Anda di halaman 1dari 2

A.H.

NASUTION

A.H. Nasution atau disapa Pak Nas lahir tanggal 3 Desembaer 1918 di Kotanopan,
Tapanuli Selatan, Sumatera Utara. Ia seorang warga negara Indonesia yang sekarang
dijadikan sebagai salah satu pahlawan nasional. Ia dibesarkan dalam keluarga tani yang taat
beribadat.
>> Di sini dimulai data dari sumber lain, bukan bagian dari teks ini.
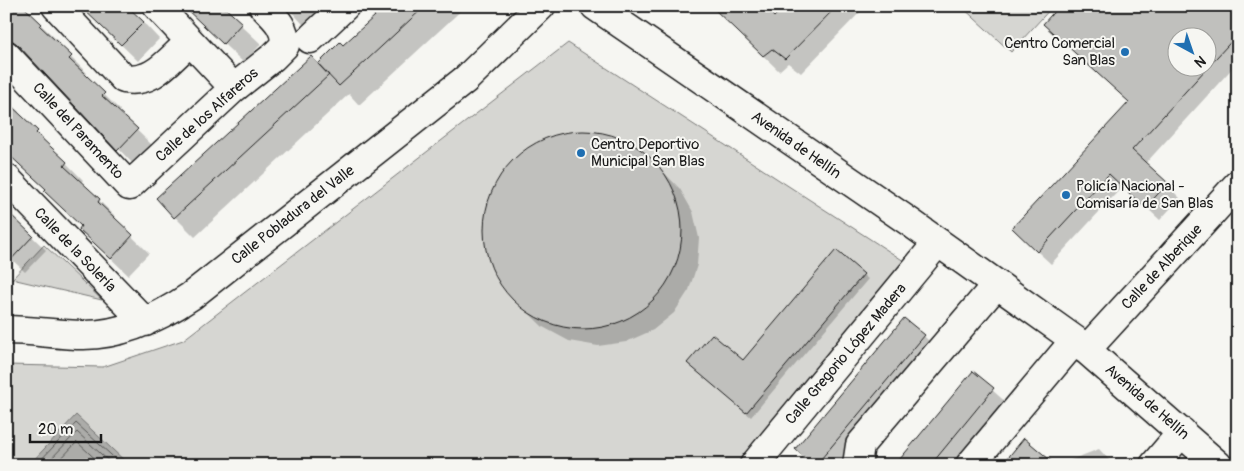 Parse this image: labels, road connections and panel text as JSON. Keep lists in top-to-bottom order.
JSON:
{
  "streets": {
    "street": [
      "Calle de los Alfareros",
      "Calle del Paramento",
      "Avenida de Hellín",
      "Calle Pobladura del Valle",
      "Calle de la Solería",
      "Calle de Alberique",
      "Calle Gregorio López Madera"
    ]
  },
  "crossings": [
    ["Calle de los Alfareros", "Calle del Paramento"],
    ["Avenida de Hellín", "Calle de Alberique"],
    ["Avenida de Hellín", "Calle Gregorio López Madera"],
    ["Calle Pobladura del Valle", "Calle de la Solería"]
  ],
  "places": ["Centro Comercial San Blas", "Centro Deportivo Municipal San Blas", "Policía Nacional - Comisaría de San Blas"],
  "scale_bar": "20 m",
  "north": "bottom right"
}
Ayahnya anggota pergerakan Ketua Sarekat Islam (SI) Sarekat Islam di kampung
halaman mereka di Kotanopan, Tapanuli Selatan. Pak Nas senang membaca cerita sejarah.
Anak kedua dari tujuh bersaudara ini melahap buku-buku sejarah, dari Nabi Muhammad
SAW sampai perang kemerdekaan Belanda dan Prancis. Pak Nas juga sempat menulis sebuah
buku fenomenal, Strategy of Guerrilla Warfare, setelah ia paham tentang perang gerilya.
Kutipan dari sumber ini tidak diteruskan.